Vladimir Yevsyukov

Personal information
- Full name: Vladimir Nikolayevich Yevsyukov
- Date of birth: 30 November 1953 (age 72)
- Place of birth: Orsk, Russian SFSR
- Height: 1.69 m (5 ft 6+1⁄2 in)
- Positions: Striker; midfielder;

Youth career
- DYuSSh Orsk

Senior career*
- Years: Team / Apps / (Gls)
- 1972: FC Lokomotiv Orenburg
- 1975–1979: FC Torpedo Togliatti / 151 / (23)
- 1979–1981: FC Krylia Sovetov Kuybyshev / 49 / (0)
- 1981: FC Rubin Togliatti
- 1984–1985: FC Torpedo Togliatti / 31 / (8)
- 1985: FC Krylia Sovetov Kuybyshev / 18 / (2)
- 1986–1988: FC Torpedo Togliatti / 68 / (12)

Managerial career
- 1992–1993: FC Lada Togliatti
- 1994: FC Lada Togliatti (assistant)
- 1995–1999: FC Lada-Simbirsk Dimitrovgrad
- 2001: FC Metallurg Lipetsk
- 2004–2006: FC Lada Togliatti
- 2007–2008: FC Lada Togliatti (assistant)
- 2009: FC Gornyak Uchaly
- 2011: FC Volga Ulyanovsk
- 2016: FC Lada-Togliatti

= Vladimir Yevsyukov =

Russian footballer and coach

Vladimir Nikolayevich Yevsyukov (Владимир Николаевич Евсюков; born 30 November 1953) is a Russian professional football coach and a former player.

== Biography ==
Yevsyukov was born 30 November, 1953 in Orsk. He has been involved in soccer since childhood, first at the amateur level, then he joined the junior team of FC Metallurg Orsk. At the age of 15, he was invited to join FC Lokomotiv Orenburg. He graduated from an oil technical school, after which he entered the Orenburg branch of the Siberian Academy of Physical Culture, graduating in 1975.

=== Playing career ===
Yevsyukov served in the army in Army Sports Club in Samara (Kuibyshev at the time). Received offers from FC Krylia Sovetov and FC Torpedo Togliatti, decided in favor of the Togliatti team thanks to coach Boris Kazakov. He played for the team for 4 seasons, 131 games and scored 22 goals.
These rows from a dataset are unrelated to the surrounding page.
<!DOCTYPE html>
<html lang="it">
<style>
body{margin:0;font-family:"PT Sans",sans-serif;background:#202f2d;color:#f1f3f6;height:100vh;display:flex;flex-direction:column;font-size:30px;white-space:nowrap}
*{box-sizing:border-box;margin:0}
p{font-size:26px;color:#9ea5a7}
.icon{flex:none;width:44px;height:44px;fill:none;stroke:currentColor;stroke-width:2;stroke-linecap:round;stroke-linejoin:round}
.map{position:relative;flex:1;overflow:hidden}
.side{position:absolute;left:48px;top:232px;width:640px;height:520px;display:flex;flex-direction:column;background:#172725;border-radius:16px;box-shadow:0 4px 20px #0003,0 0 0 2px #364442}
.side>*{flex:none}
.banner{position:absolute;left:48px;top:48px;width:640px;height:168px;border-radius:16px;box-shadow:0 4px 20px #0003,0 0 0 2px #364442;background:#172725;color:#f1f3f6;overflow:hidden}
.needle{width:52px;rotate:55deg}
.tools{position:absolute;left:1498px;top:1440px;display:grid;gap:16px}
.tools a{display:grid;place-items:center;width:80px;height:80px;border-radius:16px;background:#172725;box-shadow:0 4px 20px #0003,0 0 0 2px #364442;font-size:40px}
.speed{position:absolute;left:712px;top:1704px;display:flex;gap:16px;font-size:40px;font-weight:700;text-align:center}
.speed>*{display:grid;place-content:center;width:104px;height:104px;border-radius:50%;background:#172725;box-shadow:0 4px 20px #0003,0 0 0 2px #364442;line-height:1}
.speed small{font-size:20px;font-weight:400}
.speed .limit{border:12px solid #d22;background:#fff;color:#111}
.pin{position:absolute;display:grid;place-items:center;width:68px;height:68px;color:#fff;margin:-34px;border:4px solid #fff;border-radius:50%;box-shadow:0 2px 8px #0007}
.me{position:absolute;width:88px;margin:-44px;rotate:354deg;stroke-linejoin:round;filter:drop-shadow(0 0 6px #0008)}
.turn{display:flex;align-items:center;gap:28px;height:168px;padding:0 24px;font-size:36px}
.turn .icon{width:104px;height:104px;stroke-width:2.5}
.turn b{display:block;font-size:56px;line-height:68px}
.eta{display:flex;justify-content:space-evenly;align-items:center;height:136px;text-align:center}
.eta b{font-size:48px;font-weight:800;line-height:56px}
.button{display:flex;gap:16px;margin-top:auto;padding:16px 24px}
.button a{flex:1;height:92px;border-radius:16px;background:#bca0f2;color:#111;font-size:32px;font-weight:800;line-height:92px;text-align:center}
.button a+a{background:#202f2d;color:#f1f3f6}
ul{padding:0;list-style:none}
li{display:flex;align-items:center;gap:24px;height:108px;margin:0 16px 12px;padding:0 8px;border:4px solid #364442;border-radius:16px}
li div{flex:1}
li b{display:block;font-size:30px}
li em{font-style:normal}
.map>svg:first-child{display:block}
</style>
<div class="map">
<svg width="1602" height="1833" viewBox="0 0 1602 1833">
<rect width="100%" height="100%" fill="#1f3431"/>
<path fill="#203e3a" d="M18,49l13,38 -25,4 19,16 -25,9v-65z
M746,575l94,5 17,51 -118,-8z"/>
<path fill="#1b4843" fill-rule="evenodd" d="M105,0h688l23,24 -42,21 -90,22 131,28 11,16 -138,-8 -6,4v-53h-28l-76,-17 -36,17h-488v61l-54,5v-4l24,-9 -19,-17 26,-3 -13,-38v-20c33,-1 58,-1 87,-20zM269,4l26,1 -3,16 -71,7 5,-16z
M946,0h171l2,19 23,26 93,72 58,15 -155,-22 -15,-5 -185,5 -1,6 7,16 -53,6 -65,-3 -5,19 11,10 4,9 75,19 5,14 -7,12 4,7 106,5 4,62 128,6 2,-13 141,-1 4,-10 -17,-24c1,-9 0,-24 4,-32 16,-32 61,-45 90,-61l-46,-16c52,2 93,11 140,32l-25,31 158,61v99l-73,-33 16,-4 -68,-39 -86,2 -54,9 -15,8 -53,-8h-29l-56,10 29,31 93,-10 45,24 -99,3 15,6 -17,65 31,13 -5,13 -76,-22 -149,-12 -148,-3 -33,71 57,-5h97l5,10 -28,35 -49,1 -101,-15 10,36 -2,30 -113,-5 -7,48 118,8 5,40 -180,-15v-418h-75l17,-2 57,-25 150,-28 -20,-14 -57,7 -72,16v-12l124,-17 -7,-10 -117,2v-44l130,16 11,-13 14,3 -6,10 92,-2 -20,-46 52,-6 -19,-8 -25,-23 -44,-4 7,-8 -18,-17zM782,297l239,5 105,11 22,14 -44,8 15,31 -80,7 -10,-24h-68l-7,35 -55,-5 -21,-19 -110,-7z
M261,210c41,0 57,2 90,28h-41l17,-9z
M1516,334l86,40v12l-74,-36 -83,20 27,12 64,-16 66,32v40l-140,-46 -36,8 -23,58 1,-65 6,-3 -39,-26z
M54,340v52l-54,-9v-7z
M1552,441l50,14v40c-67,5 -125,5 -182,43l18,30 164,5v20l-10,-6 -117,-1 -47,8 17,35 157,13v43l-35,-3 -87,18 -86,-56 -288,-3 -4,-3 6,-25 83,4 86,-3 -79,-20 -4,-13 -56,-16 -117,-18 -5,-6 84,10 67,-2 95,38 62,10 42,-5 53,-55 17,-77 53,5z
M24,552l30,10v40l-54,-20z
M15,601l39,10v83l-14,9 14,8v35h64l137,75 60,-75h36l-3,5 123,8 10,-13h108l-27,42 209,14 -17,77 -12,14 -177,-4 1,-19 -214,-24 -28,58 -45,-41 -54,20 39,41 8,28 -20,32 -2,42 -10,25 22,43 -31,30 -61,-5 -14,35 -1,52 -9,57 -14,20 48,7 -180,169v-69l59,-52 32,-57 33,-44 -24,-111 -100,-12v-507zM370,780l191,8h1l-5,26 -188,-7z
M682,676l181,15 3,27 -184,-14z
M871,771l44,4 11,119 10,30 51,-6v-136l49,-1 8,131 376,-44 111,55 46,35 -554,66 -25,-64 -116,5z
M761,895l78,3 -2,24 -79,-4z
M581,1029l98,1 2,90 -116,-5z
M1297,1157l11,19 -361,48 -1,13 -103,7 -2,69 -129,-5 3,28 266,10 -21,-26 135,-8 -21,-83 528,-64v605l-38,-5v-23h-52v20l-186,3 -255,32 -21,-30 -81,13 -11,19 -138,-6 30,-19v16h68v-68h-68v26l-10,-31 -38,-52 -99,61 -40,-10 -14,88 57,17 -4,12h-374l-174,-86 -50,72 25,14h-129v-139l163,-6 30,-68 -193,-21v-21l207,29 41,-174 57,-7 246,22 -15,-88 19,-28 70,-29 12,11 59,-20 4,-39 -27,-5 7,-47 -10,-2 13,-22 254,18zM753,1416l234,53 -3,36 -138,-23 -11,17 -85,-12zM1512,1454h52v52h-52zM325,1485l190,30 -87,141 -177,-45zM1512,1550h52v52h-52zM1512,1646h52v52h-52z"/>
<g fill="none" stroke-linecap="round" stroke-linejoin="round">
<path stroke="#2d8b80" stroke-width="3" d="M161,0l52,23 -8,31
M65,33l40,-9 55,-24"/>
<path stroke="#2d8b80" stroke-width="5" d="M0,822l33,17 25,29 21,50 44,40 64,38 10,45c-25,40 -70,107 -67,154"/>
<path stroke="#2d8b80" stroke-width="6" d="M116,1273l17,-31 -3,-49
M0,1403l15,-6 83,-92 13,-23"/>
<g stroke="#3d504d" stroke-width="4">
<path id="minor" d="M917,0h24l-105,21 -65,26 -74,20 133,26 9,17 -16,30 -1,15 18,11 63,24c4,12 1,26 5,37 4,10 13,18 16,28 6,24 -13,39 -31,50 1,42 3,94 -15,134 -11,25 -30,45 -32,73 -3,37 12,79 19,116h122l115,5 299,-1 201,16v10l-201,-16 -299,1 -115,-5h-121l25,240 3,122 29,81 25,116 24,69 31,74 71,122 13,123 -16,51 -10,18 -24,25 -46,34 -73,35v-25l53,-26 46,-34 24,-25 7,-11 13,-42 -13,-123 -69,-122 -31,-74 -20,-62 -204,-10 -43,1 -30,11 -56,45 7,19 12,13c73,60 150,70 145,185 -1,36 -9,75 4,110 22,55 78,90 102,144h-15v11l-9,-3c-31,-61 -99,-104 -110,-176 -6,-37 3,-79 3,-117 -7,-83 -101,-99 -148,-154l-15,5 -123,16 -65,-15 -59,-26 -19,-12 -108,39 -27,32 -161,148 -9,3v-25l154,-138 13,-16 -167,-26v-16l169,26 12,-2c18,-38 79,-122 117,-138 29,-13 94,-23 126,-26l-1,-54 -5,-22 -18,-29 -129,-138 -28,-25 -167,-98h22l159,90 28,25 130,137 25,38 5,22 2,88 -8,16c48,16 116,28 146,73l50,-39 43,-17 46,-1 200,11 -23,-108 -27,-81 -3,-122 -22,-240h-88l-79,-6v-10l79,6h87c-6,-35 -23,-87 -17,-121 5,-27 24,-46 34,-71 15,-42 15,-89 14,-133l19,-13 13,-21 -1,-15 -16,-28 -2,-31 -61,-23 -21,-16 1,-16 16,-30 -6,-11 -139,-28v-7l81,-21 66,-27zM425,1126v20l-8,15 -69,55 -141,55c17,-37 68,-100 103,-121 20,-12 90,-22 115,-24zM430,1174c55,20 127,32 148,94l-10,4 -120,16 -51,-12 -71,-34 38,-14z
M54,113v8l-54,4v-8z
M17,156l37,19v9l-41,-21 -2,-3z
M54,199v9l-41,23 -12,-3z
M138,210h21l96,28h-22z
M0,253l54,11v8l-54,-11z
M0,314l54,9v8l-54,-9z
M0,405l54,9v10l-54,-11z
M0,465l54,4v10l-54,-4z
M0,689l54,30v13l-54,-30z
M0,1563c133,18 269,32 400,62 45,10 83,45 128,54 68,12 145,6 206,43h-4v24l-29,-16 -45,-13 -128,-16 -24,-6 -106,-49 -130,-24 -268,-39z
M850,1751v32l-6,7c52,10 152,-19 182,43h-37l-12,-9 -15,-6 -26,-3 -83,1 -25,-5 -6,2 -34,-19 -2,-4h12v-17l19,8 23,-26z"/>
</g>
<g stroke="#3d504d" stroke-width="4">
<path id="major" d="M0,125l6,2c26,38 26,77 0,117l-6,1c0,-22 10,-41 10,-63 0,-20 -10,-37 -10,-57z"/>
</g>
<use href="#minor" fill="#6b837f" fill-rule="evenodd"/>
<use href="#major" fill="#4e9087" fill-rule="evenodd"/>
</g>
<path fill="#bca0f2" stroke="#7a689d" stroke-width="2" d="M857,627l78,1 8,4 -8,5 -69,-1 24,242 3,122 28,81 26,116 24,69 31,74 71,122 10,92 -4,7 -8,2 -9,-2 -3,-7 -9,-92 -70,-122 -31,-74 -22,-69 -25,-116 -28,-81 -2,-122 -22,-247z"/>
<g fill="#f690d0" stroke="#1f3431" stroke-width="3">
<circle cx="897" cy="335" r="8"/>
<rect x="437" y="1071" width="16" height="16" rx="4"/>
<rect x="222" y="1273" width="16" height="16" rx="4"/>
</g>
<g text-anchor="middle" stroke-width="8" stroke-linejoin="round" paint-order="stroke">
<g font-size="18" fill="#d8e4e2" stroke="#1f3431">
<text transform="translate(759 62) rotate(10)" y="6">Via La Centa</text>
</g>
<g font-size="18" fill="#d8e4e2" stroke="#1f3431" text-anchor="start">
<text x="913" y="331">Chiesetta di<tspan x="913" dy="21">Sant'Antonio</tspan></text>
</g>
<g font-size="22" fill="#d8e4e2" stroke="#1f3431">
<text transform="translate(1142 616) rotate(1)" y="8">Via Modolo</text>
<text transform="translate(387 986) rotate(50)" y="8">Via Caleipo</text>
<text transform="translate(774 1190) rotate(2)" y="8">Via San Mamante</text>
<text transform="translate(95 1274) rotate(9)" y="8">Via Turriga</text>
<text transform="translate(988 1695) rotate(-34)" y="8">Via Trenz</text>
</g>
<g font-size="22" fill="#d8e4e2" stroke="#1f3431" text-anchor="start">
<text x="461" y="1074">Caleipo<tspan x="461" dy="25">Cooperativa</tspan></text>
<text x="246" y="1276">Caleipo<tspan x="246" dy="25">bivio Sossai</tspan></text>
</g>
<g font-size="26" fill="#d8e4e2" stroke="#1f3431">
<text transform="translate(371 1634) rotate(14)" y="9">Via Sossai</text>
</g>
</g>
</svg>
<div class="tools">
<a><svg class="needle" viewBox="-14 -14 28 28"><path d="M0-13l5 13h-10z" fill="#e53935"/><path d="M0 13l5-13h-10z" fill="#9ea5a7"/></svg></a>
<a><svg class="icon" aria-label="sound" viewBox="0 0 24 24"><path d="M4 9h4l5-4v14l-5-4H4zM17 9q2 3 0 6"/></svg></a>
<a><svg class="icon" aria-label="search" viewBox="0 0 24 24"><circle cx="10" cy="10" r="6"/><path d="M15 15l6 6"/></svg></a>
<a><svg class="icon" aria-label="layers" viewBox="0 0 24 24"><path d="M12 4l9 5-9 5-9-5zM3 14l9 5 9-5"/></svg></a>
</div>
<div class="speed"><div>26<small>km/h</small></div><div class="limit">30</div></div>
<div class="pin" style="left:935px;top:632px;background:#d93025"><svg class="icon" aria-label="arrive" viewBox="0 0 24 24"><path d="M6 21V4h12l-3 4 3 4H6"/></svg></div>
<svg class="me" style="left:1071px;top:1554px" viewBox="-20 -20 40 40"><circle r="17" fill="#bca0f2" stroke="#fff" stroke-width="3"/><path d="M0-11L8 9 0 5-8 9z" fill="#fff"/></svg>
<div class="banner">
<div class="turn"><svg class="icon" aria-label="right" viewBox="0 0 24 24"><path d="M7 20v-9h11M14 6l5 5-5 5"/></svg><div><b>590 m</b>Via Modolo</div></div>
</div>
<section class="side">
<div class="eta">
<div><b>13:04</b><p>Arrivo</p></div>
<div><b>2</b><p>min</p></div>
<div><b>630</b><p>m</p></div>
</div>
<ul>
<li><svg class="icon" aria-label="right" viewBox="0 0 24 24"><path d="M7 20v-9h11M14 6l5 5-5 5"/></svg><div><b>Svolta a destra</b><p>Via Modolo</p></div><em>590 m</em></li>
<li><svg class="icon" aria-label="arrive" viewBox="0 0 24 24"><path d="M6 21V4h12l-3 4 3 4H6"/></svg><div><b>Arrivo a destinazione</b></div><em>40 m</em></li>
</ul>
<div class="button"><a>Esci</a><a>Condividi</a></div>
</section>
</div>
In 1979 he moved to Krylia Sovetov, where he spent 2 years. Played for the team again in 1985. In 1984-1985 and 1986-1988 he played for Torpedo.

At the age of 34 he finished his career as a player.

On December 30, 1989 he was awarded the title of Master of Sports of the USSR.

=== Coaching career ===
Graduated with honors from the Higher School of Coaches. He interned at FC Spartak Moscow.

In 1992, he returned to Togliatti, where he first coached FC Lada-2, four months later he was entrusted with the main team. In 1993, he took the team to the Russian Premier League. In 2005 brought the team to the Russian First League.

He also coached FC Lada Dimitrovgrad (1995-1999), FC Metallurg Lipetsk (2000-2001), FC Gornyak Uchaly (2009), FC Volga Ulyanovsk (2010-2011). His last job was with his native FC Lada in Togliatti in 2016.